(Records from a data source)
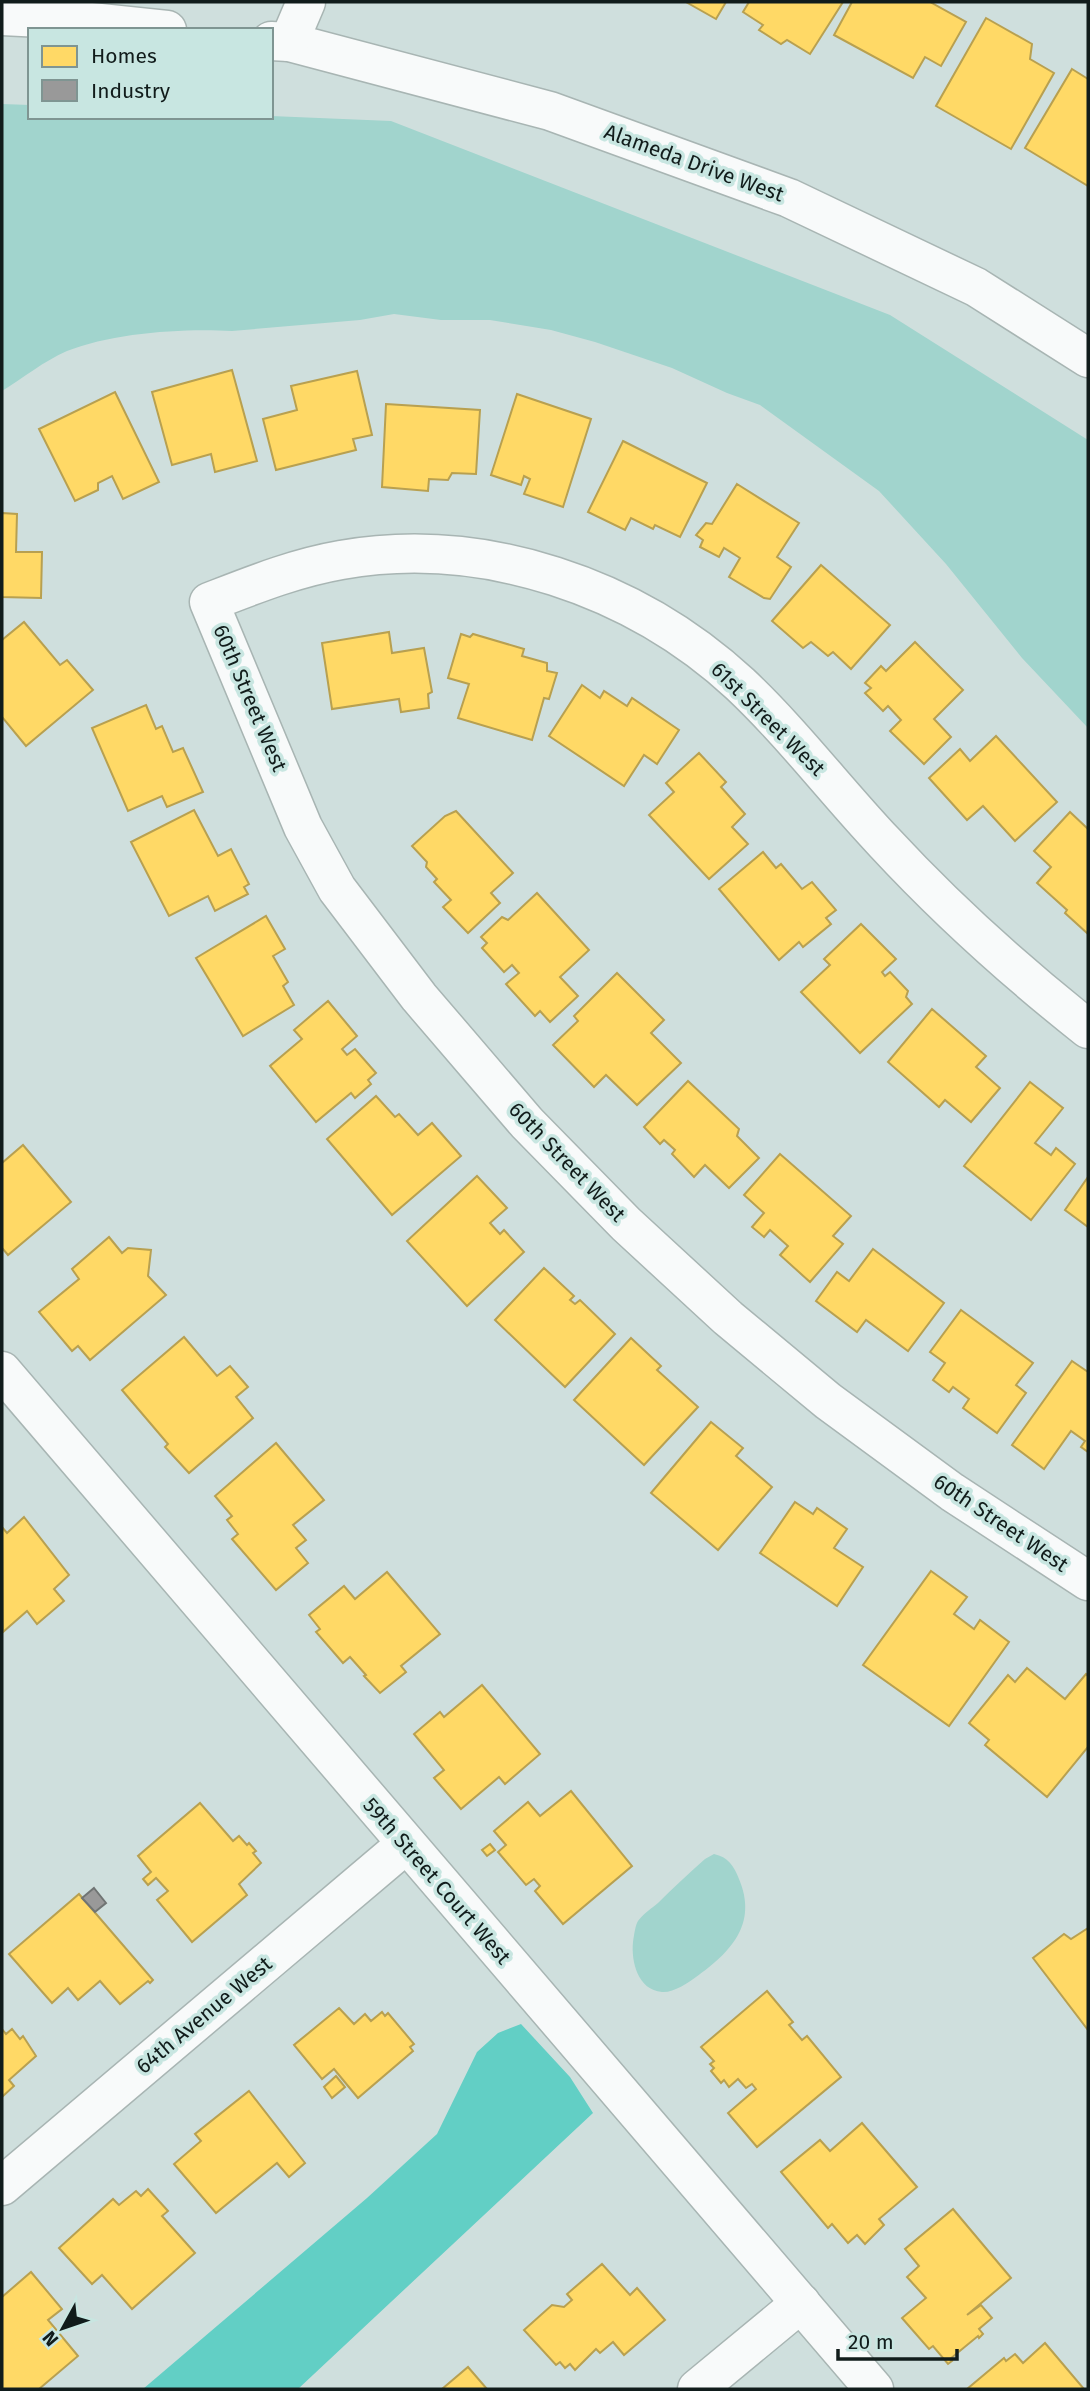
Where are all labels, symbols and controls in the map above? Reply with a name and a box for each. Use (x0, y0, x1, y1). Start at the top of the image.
legend (28, 28, 273, 119)
text: Homes (91, 43, 157, 69)
text: Industry (91, 78, 171, 104)
street label: Alameda Drive West (601, 118, 788, 208)
street label: 60th Street West (207, 621, 293, 776)
street label: 61st Street West (706, 657, 831, 782)
street label: 60th Street West (503, 1097, 631, 1228)
street label: 60th Street West (929, 1468, 1074, 1578)
street label: 59th Street Court West (358, 1792, 517, 1970)
street label: 64th Avenue West (131, 1950, 277, 2079)
north arrow (28, 2293, 98, 2363)
scale bar (838, 2318, 957, 2362)
text: N (37, 2326, 63, 2351)
text: 20 m (848, 2329, 894, 2355)

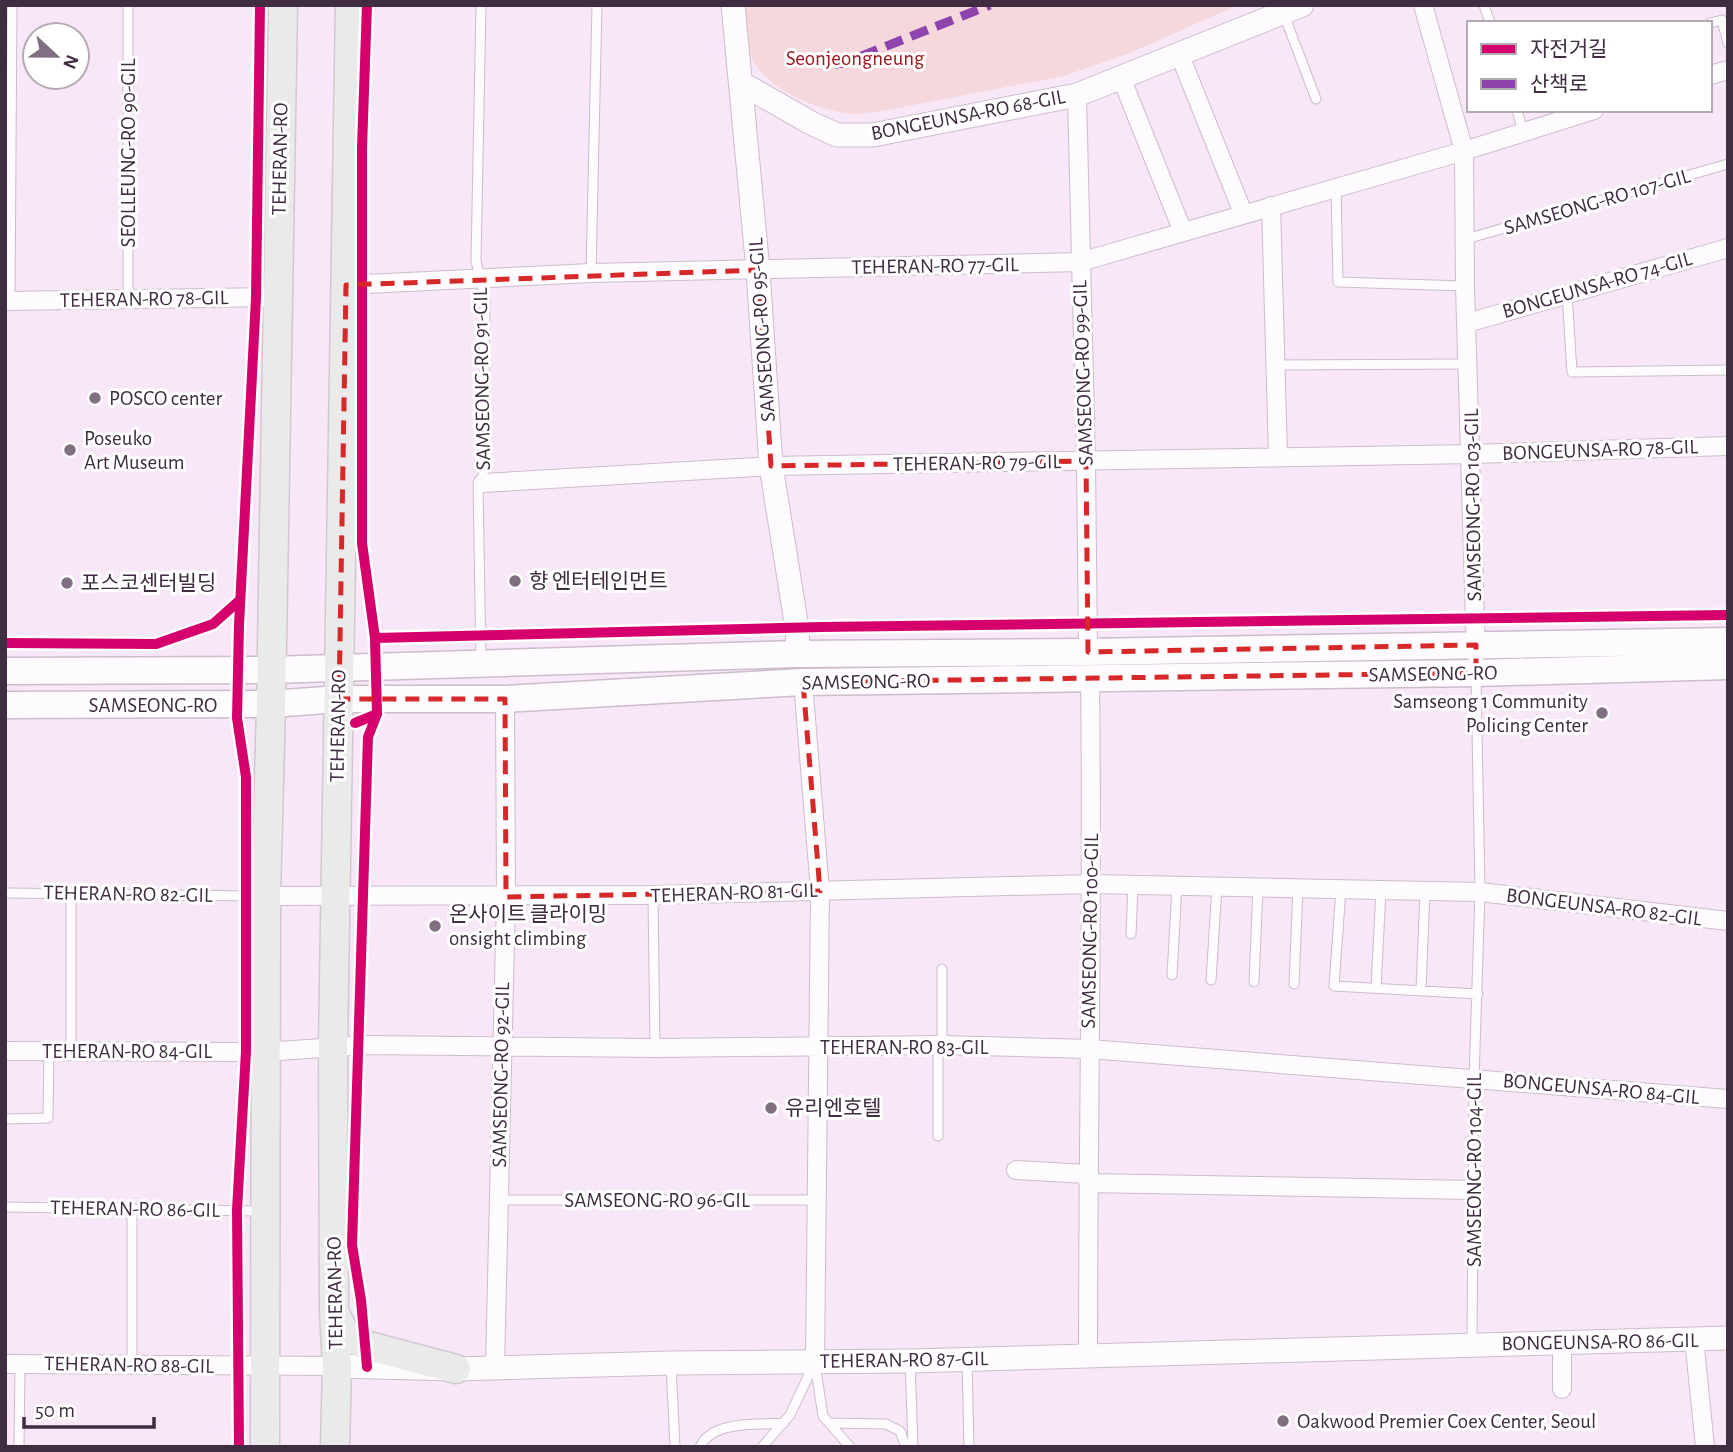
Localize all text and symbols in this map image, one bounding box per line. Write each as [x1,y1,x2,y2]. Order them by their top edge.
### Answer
north arrow [21,21,91,91]
legend [1467,21,1712,112]
text: 자전거길 [1530,38,1607,60]
park label: Seonjeongneung [786,48,925,69]
text: N [59,52,82,71]
street label: SEOLLEUNG-RO 90-GIL [118,58,139,247]
text: 산책로 [1530,73,1588,95]
street label: BONGEUNSA-RO 68-GIL [869,86,1067,144]
street label: TEHERAN-RO [269,102,291,216]
street label: SAMSEONG-RO 107-GIL [1501,165,1693,239]
street label: SAMSEONG-RO 95-GIL [745,237,779,423]
street label: BONGEUNSA-RO 74-GIL [1500,248,1694,322]
street label: TEHERAN-RO 77-GIL [851,254,1019,278]
street label: SAMSEONG-RO 99-GIL [1069,280,1097,466]
street label: TEHERAN-RO 78-GIL [60,287,229,311]
street label: SAMSEONG-RO 91-GIL [470,287,494,471]
place label: POSCO center [109,388,223,409]
marker: POSCO center [87,390,103,406]
street label: SAMSEONG-RO 103-GIL [1461,408,1485,602]
place label: Poseuko Art Museum [84,428,185,473]
street label: BONGEUNSA-RO 78-GIL [1502,436,1699,464]
marker: Poseuko Art Museum [62,442,78,458]
street label: TEHERAN-RO 79-GIL [893,451,1062,475]
place label: 향 엔터테인먼트 [529,570,668,592]
place label: 포스코센터빌딩 [81,572,216,594]
marker: 향 엔터테인먼트 [507,573,523,589]
marker: 포스코센터빌딩 [59,575,75,591]
street label: SAMSEONG-RO [1368,662,1498,686]
street label: TEHERAN-RO [327,669,349,783]
street label: SAMSEONG-RO [801,670,931,694]
place label: Samseong 1 Community Policing Center [1393,691,1588,736]
street label: SAMSEONG-RO [89,695,217,716]
marker: Samseong 1 Community Policing Center [1594,705,1610,721]
street label: SAMSEONG-RO 100-GIL [1078,833,1102,1029]
street label: TEHERAN-RO 81-GIL [650,880,818,906]
street label: TEHERAN-RO 82-GIL [43,882,213,906]
street label: BONGEUNSA-RO 82-GIL [1505,885,1703,929]
place label: 온사이트 클라이밍 onsight climbing [449,903,607,949]
marker: 온사이트 클라이밍 onsight climbing [427,918,443,934]
street label: SAMSEONG-RO 92-GIL [489,982,513,1168]
street label: TEHERAN-RO 83-GIL [820,1037,989,1058]
street label: TEHERAN-RO 84-GIL [42,1041,212,1062]
street label: BONGEUNSA-RO 84-GIL [1502,1070,1700,1108]
street label: SAMSEONG-RO 104-GIL [1464,1073,1485,1267]
place label: 유리엔호텔 [785,1097,882,1119]
marker: 유리엔호텔 [763,1100,779,1116]
street label: SAMSEONG-RO 96-GIL [564,1190,750,1211]
street label: TEHERAN-RO 86-GIL [50,1197,220,1221]
street label: TEHERAN-RO [324,1236,346,1350]
street label: BONGEUNSA-RO 86-GIL [1501,1330,1699,1354]
street label: TEHERAN-RO 87-GIL [820,1348,989,1372]
street label: TEHERAN-RO 88-GIL [44,1353,214,1377]
scale bar [24,1386,154,1430]
text: 50 m [35,1400,75,1421]
place label: Oakwood Premier Coex Center, Seoul [1297,1411,1596,1432]
marker: Oakwood Premier Coex Center, Seoul [1275,1413,1291,1429]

Work required
Your answer should consist of each line above in which "POSCO" appears.

Result of the task
place label: POSCO center [109,388,223,409]
marker: POSCO center [87,390,103,406]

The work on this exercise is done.